A lack of access to power supplies has become the biggest
problem for giant technology companies racing to develop
artificial intelligence in energy-intensive data centers, which
are driving up U.S. electricity demand after nearly 20 years of
stagnation.
The situation has led President Donald Trump to declare a
national energy emergency aimed at speeding up permitting for
generation and transmission projects.
Google's funding, which includes a $10 million grant for
electrical worker nonprofits, is the latest in a series of
recent moves by giant technology companies to alleviate power
project backlogs and electricity shortfalls across the United
States.
In another example, Microsoft announced last year that it
would partner with Constellation to restart a reactor at the
Three Mile Island nuclear power plant in Pennsylvania - site of
one of the country's worst nuclear incidents - to feed its data
centers.
Data centers could triple their power use in the U.S. over
the next three years to make up 12% of the country's electricity
consumption, according to a Department of Energy-backed study.
To meet the demand, the country will need more power
plants, transmission lines and the workforce to support them.
The market for electricians is projected to grow 6% annually in
the next seven years, the Bureau of Labor Statistics said.
The Google grant will be used for electrician apprenticeship
programs and the training of existing workforce through
organizations, including the Electrical Training Alliance,
International Brotherhood of Electrical Workers and the National
Electrical Contractors Association.
It could increase the pipeline of electrical workers by 70%
by the end of the decade, the company said.
"This initiative with Google and our partners at NECA and
the Electrical Training Alliance will bring more than 100,000
sorely needed electricians into the trade to meet the demands of
an AI-driven surge in data centers and power generation," said
Kenneth Cooper, international president of the IBEW labor union.
Google, earlier this month, announced that it was partnering
with the biggest regional U.S. electrical grid -- operated by
PJM Interconnection -- to deploy artificial intelligence
technologies aimed at getting new electricity supplies and power
lines connected faster. It has struck the first corporate
agreements to purchase energy from multiple small nuclear
reactors and advanced geothermal energy for its data centers.
The company will also release a white paper on Wednesday on
ways to speed up the expansion of the grid.

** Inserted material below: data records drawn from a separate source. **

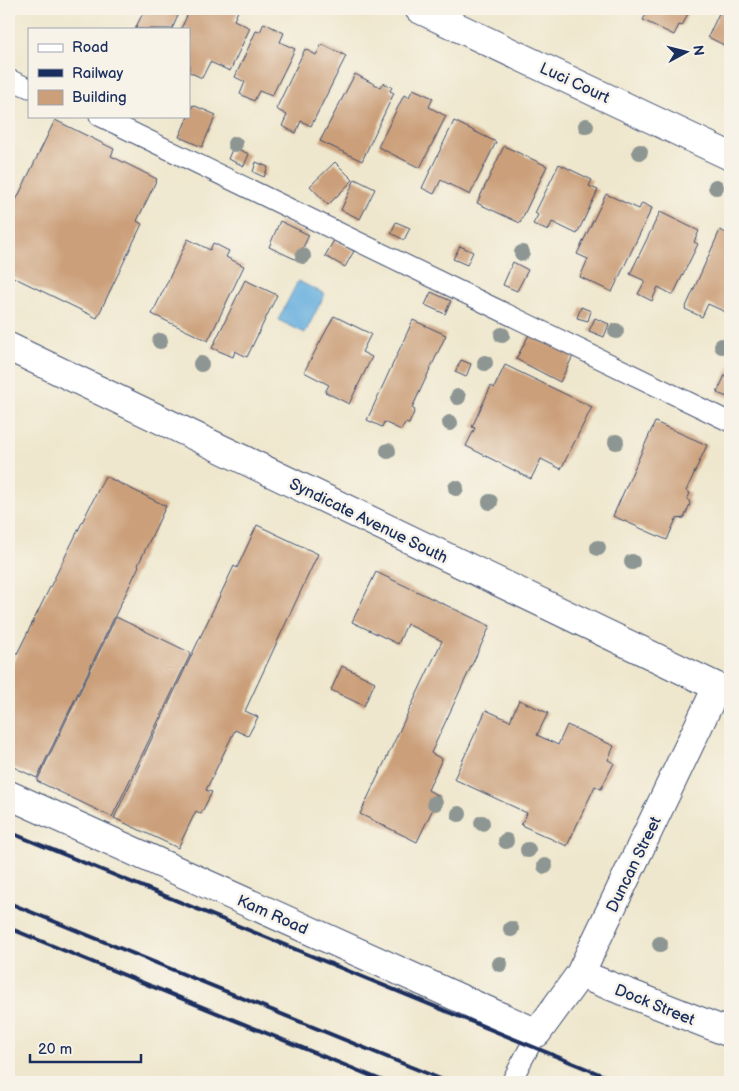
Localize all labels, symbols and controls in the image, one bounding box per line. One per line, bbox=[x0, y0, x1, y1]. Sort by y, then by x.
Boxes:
legend bbox=[28, 28, 190, 118]
north arrow bbox=[662, 28, 712, 78]
text: Road bbox=[72, 38, 108, 57]
text: N bbox=[689, 44, 707, 57]
street label: Luci Court bbox=[536, 59, 612, 108]
text: Railway bbox=[72, 64, 123, 83]
text: Building bbox=[72, 88, 127, 107]
street label: Syndicate Avenue South bbox=[286, 475, 451, 568]
street label: Duncan Street bbox=[603, 814, 666, 916]
street label: Kam Road bbox=[234, 891, 311, 939]
street label: Dock Street bbox=[612, 981, 697, 1030]
scale bar bbox=[30, 1031, 141, 1063]
text: 20 m bbox=[38, 1040, 72, 1059]

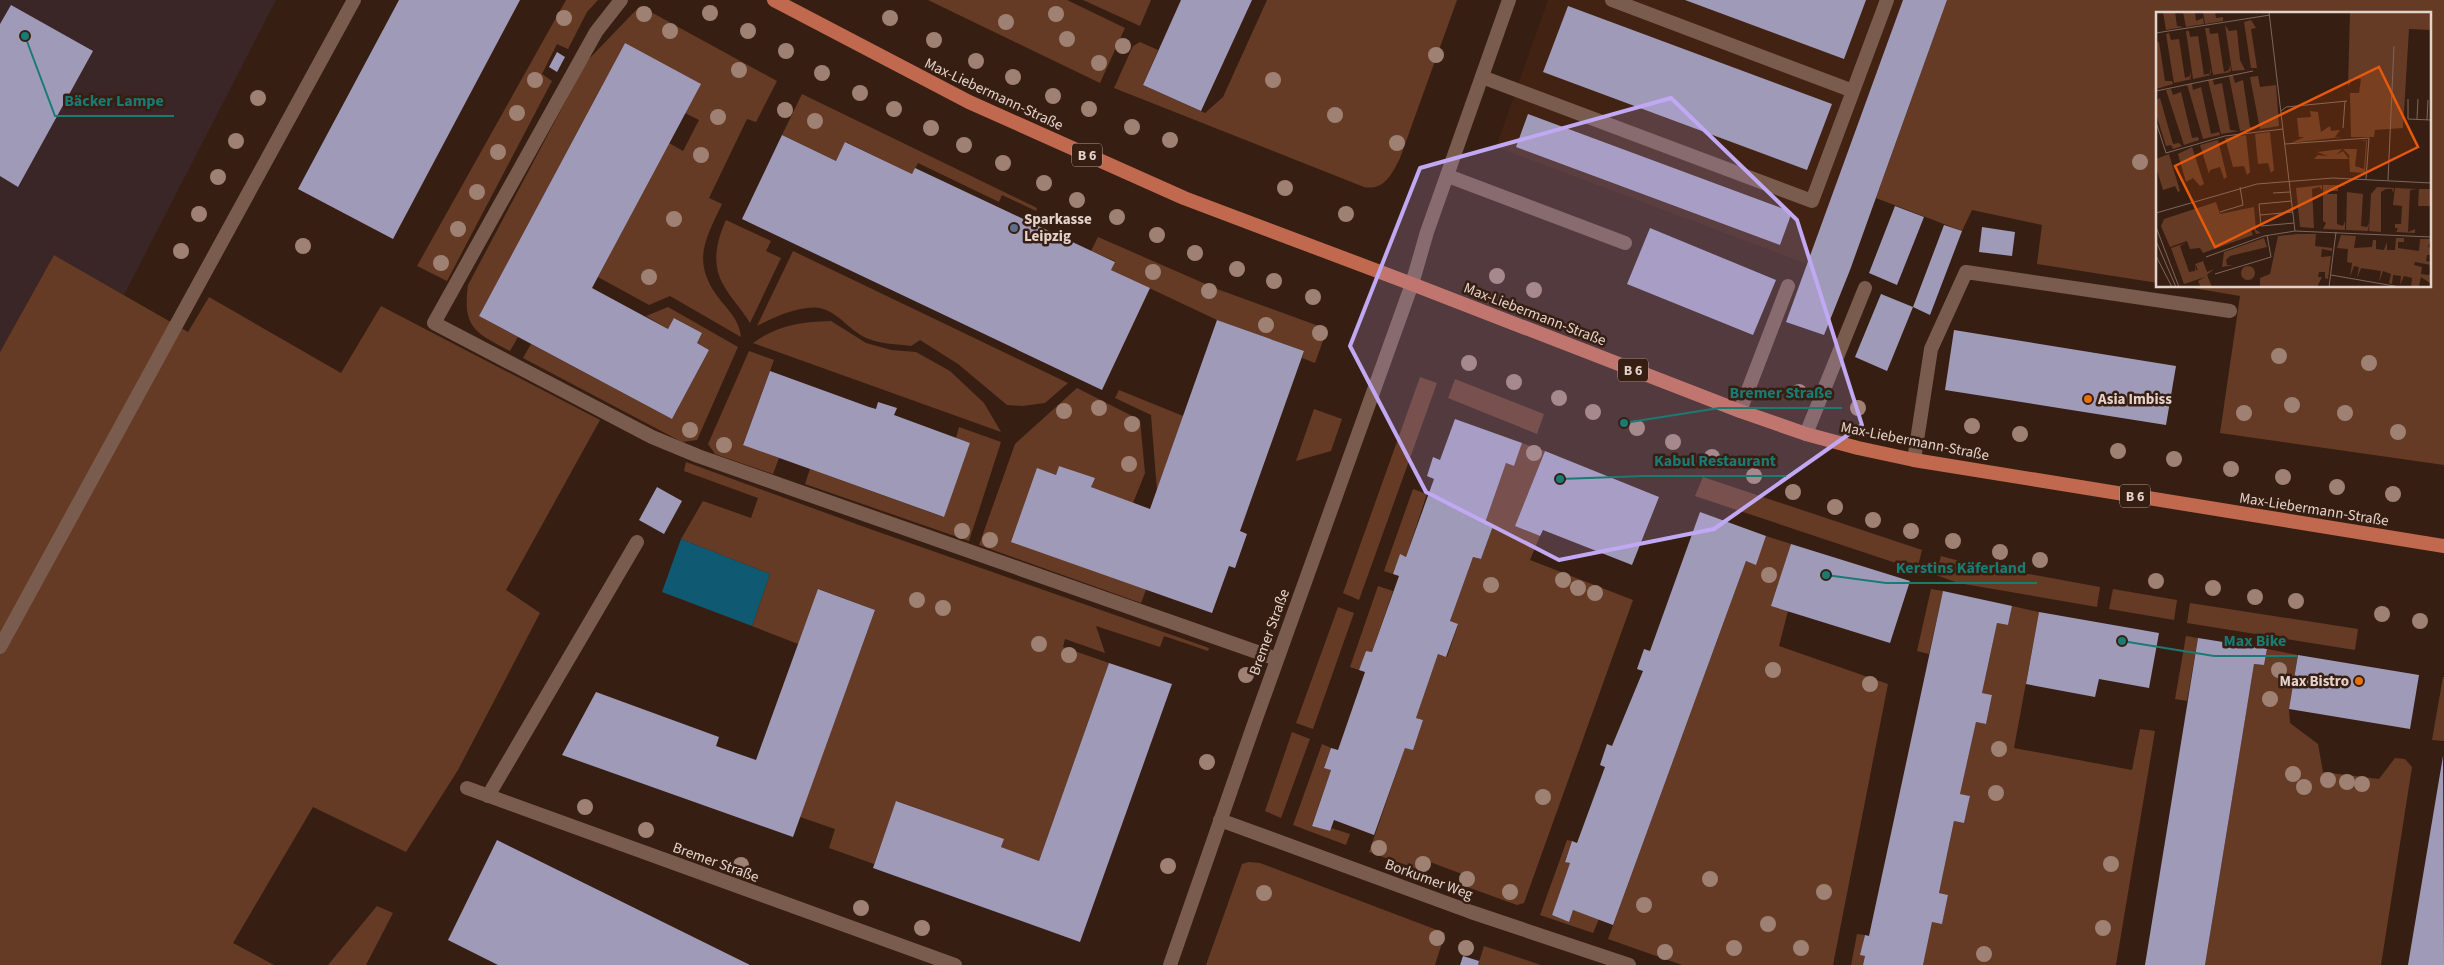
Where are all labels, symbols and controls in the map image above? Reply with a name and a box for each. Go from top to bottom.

The white paper, which Reuters is first to report, includes
policy recommendations to support new energy technologies like
small modular reactors and advanced geothermal. Among those
proposals is cost-overrun protections for advanced nuclear
reactors through the Department of Energy Loan Program Office,
accelerating permitting at the Nuclear Regulatory Commission and
bolstering a domestic nuclear fuel supply.
The paper also recommends Congress take action to expedite
certain permitting for carbon capture, the build-out of
transmission lines and to support technologies to increase
efficiency on the existing grid.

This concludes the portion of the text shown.